_ASSIGNED TASK:_ Count up the lines below that include the string "style" and report the number by itself.

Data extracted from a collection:
········

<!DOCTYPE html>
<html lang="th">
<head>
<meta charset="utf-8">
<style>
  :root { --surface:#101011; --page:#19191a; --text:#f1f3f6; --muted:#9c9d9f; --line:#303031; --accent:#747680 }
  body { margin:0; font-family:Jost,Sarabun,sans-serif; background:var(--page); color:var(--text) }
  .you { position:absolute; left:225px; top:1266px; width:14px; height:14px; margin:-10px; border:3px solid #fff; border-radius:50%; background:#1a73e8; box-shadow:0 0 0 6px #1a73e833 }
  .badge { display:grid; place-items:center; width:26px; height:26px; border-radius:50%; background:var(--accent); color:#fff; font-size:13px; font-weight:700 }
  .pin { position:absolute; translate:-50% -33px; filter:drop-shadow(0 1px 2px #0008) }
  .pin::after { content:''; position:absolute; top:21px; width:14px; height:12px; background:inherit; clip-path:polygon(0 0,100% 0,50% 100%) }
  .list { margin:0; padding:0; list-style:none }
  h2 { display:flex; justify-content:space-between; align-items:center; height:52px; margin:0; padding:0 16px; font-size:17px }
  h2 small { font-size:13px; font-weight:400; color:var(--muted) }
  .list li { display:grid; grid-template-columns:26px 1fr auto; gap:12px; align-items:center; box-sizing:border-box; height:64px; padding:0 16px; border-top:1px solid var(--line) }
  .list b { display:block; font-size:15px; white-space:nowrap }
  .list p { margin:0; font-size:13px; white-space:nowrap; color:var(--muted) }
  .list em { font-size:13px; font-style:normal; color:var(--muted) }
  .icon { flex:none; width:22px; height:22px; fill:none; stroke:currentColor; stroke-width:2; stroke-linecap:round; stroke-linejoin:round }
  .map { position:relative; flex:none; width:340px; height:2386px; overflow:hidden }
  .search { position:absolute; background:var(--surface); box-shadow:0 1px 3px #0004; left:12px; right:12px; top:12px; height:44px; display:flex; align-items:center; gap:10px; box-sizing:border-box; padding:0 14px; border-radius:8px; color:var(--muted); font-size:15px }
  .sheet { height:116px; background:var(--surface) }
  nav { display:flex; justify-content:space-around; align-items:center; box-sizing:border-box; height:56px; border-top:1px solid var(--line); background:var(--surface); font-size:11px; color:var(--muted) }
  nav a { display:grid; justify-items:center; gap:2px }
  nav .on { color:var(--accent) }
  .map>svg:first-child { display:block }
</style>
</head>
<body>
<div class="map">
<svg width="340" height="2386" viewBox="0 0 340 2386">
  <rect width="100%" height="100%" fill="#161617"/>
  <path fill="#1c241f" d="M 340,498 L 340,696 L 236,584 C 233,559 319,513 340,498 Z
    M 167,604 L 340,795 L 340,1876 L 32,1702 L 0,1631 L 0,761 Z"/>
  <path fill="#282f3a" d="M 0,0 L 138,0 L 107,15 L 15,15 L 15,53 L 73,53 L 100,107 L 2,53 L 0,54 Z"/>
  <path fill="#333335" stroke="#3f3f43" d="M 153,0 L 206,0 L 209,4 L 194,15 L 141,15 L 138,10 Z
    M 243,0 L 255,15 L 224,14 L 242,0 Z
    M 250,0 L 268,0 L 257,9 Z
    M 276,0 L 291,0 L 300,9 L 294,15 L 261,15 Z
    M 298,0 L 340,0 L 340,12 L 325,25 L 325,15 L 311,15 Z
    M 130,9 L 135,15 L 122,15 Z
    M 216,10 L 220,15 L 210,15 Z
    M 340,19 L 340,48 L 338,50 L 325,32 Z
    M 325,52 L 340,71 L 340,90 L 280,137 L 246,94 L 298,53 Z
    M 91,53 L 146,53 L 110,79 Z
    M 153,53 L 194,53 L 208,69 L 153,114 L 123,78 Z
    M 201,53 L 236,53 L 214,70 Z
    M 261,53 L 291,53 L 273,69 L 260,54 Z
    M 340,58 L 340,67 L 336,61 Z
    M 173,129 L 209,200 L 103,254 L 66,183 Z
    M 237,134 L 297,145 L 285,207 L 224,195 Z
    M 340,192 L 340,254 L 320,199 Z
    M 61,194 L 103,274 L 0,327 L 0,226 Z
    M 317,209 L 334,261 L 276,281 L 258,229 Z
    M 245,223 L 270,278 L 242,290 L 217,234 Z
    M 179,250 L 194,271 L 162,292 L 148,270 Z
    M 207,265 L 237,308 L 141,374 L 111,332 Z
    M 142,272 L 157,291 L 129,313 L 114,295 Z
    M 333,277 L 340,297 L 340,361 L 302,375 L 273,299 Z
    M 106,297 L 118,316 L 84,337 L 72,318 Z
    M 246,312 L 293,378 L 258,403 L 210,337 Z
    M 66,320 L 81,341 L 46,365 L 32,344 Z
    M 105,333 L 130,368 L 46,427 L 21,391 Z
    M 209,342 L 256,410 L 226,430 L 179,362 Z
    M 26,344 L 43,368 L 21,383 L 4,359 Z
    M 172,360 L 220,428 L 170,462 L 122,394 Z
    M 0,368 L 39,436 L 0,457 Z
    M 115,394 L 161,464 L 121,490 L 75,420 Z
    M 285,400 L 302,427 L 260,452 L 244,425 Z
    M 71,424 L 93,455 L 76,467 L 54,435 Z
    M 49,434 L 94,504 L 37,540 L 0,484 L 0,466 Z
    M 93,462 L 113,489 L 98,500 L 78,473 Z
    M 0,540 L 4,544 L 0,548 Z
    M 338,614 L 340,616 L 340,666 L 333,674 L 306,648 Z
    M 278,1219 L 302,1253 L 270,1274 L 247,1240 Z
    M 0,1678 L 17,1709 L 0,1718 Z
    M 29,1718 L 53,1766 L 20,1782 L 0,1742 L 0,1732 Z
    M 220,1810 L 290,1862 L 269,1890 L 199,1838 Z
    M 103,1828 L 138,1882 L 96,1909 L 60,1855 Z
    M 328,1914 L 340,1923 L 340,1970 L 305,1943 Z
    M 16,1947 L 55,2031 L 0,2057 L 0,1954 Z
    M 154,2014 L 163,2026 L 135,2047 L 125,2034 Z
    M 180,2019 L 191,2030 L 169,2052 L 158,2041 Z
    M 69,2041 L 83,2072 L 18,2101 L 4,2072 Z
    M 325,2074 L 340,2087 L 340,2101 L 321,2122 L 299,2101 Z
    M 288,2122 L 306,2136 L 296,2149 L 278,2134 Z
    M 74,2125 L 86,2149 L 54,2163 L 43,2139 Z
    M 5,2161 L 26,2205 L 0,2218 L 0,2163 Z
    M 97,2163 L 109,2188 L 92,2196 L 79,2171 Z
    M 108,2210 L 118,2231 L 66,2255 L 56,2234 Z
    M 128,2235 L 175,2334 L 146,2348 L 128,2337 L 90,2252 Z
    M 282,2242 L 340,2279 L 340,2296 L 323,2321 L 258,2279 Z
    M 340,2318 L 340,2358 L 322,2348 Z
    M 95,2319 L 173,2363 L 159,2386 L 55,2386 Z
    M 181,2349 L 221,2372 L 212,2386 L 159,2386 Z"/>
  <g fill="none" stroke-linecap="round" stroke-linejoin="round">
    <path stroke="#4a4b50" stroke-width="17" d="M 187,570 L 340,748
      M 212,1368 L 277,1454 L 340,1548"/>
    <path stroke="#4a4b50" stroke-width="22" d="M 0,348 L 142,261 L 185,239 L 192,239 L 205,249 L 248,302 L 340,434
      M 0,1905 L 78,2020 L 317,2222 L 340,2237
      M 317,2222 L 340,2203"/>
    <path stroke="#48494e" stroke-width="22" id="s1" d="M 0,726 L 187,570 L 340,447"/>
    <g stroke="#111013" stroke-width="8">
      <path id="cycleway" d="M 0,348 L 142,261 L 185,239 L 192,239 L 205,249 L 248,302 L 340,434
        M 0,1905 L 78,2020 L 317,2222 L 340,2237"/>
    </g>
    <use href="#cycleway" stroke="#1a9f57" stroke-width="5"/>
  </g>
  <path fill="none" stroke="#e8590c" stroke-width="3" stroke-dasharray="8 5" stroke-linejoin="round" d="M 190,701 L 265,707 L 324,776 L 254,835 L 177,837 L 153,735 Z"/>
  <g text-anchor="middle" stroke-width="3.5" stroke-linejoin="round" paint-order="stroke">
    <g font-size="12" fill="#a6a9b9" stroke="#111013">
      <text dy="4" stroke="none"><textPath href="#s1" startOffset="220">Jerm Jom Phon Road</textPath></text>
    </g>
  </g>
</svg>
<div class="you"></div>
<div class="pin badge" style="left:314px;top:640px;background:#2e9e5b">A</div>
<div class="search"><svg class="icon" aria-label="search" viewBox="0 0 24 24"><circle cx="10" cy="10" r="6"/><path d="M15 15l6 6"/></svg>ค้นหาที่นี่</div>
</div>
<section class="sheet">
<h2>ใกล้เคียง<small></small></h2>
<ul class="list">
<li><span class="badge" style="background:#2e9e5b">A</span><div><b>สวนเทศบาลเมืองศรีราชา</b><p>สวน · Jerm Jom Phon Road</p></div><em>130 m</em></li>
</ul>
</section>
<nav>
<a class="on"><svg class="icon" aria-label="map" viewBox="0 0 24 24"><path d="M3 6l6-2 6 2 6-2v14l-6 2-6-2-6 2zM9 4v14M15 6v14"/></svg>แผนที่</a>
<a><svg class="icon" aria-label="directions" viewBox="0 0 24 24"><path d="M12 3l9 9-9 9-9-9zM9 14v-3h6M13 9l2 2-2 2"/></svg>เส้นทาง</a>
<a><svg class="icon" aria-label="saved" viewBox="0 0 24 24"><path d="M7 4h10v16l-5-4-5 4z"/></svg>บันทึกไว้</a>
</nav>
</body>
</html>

········

_ANSWER TO THE EXERCISE:_ 6